EXERCISE
Character for character, reproduce every entry below.

INPUT RECORDS

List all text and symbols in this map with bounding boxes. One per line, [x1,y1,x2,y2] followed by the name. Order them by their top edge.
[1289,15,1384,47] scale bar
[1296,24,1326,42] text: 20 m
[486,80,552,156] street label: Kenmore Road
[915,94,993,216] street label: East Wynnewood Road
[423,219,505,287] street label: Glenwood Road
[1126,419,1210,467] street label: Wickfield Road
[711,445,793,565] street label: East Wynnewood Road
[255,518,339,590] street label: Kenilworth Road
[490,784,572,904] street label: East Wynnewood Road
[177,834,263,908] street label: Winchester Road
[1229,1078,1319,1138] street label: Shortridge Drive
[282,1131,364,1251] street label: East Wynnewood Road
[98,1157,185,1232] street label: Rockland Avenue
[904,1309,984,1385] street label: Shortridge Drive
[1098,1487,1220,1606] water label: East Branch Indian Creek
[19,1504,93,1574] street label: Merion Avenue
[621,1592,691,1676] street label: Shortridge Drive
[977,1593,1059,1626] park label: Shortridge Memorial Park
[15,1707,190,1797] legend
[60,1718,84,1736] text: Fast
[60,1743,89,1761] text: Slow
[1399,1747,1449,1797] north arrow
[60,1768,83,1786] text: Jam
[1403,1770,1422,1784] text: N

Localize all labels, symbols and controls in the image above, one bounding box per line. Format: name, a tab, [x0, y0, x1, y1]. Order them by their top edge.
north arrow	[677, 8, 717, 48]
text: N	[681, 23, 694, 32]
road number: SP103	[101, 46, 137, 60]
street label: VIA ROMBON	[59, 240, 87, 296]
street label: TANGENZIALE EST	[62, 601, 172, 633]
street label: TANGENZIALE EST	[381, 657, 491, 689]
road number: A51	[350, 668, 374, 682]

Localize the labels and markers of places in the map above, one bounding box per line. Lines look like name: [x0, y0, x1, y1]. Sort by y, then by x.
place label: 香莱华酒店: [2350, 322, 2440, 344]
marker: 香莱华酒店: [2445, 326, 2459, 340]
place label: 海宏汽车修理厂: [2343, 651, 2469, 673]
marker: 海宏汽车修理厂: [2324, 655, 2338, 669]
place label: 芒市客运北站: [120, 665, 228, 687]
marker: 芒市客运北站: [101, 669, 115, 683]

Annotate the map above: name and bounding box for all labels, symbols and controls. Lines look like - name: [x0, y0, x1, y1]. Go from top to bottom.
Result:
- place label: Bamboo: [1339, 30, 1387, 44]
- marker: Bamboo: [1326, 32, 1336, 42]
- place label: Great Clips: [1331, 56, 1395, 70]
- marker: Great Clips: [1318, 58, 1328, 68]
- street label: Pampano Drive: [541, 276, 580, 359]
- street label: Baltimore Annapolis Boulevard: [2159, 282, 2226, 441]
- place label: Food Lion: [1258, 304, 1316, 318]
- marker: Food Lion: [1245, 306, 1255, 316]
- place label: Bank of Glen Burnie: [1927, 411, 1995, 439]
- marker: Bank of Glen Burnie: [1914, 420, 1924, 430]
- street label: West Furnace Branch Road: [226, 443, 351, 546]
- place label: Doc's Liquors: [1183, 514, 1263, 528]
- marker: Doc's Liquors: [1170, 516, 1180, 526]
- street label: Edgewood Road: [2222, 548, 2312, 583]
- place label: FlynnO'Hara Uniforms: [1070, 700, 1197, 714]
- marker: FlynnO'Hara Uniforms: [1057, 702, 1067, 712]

YOUR SOLUTION
List all text and symbols in this map with bounding boxes. One per line, [x1,y1,x2,y2] followed by the name. Order them by their top edge.
[1289,15,1384,47] scale bar
[1296,24,1326,42] text: 20 m
[486,80,552,156] street label: Kenmore Road
[915,94,993,216] street label: East Wynnewood Road
[423,219,505,287] street label: Glenwood Road
[1126,419,1210,467] street label: Wickfield Road
[711,445,793,565] street label: East Wynnewood Road
[255,518,339,590] street label: Kenilworth Road
[490,784,572,904] street label: East Wynnewood Road
[177,834,263,908] street label: Winchester Road
[1229,1078,1319,1138] street label: Shortridge Drive
[282,1131,364,1251] street label: East Wynnewood Road
[98,1157,185,1232] street label: Rockland Avenue
[904,1309,984,1385] street label: Shortridge Drive
[1098,1487,1220,1606] water label: East Branch Indian Creek
[19,1504,93,1574] street label: Merion Avenue
[621,1592,691,1676] street label: Shortridge Drive
[977,1593,1059,1626] park label: Shortridge Memorial Park
[15,1707,190,1797] legend
[60,1718,84,1736] text: Fast
[60,1743,89,1761] text: Slow
[1399,1747,1449,1797] north arrow
[60,1768,83,1786] text: Jam
[1403,1770,1422,1784] text: N

Localize all labels, symbols and controls in the image above, one bounding box per line. Format: name, a tab, [x0, y0, x1, y1]. Order them by their top edge.
north arrow	[677, 8, 717, 48]
text: N	[681, 23, 694, 32]
road number: SP103	[101, 46, 137, 60]
street label: VIA ROMBON	[59, 240, 87, 296]
street label: TANGENZIALE EST	[62, 601, 172, 633]
street label: TANGENZIALE EST	[381, 657, 491, 689]
road number: A51	[350, 668, 374, 682]

Localize the labels and markers of places in the map above, one bounding box per line. Lines look like name: [x0, y0, x1, y1]. Sort by y, then by x.
place label: 香莱华酒店: [2350, 322, 2440, 344]
marker: 香莱华酒店: [2445, 326, 2459, 340]
place label: 海宏汽车修理厂: [2343, 651, 2469, 673]
marker: 海宏汽车修理厂: [2324, 655, 2338, 669]
place label: 芒市客运北站: [120, 665, 228, 687]
marker: 芒市客运北站: [101, 669, 115, 683]

Annotate the map above: name and bounding box for all labels, symbols and controls. Lines look like - name: [x0, y0, x1, y1]. Go from top to bottom.
Result:
- place label: Bamboo: [1339, 30, 1387, 44]
- marker: Bamboo: [1326, 32, 1336, 42]
- place label: Great Clips: [1331, 56, 1395, 70]
- marker: Great Clips: [1318, 58, 1328, 68]
- street label: Pampano Drive: [541, 276, 580, 359]
- street label: Baltimore Annapolis Boulevard: [2159, 282, 2226, 441]
- place label: Food Lion: [1258, 304, 1316, 318]
- marker: Food Lion: [1245, 306, 1255, 316]
- place label: Bank of Glen Burnie: [1927, 411, 1995, 439]
- marker: Bank of Glen Burnie: [1914, 420, 1924, 430]
- street label: West Furnace Branch Road: [226, 443, 351, 546]
- place label: Doc's Liquors: [1183, 514, 1263, 528]
- marker: Doc's Liquors: [1170, 516, 1180, 526]
- street label: Edgewood Road: [2222, 548, 2312, 583]
- place label: FlynnO'Hara Uniforms: [1070, 700, 1197, 714]
- marker: FlynnO'Hara Uniforms: [1057, 702, 1067, 712]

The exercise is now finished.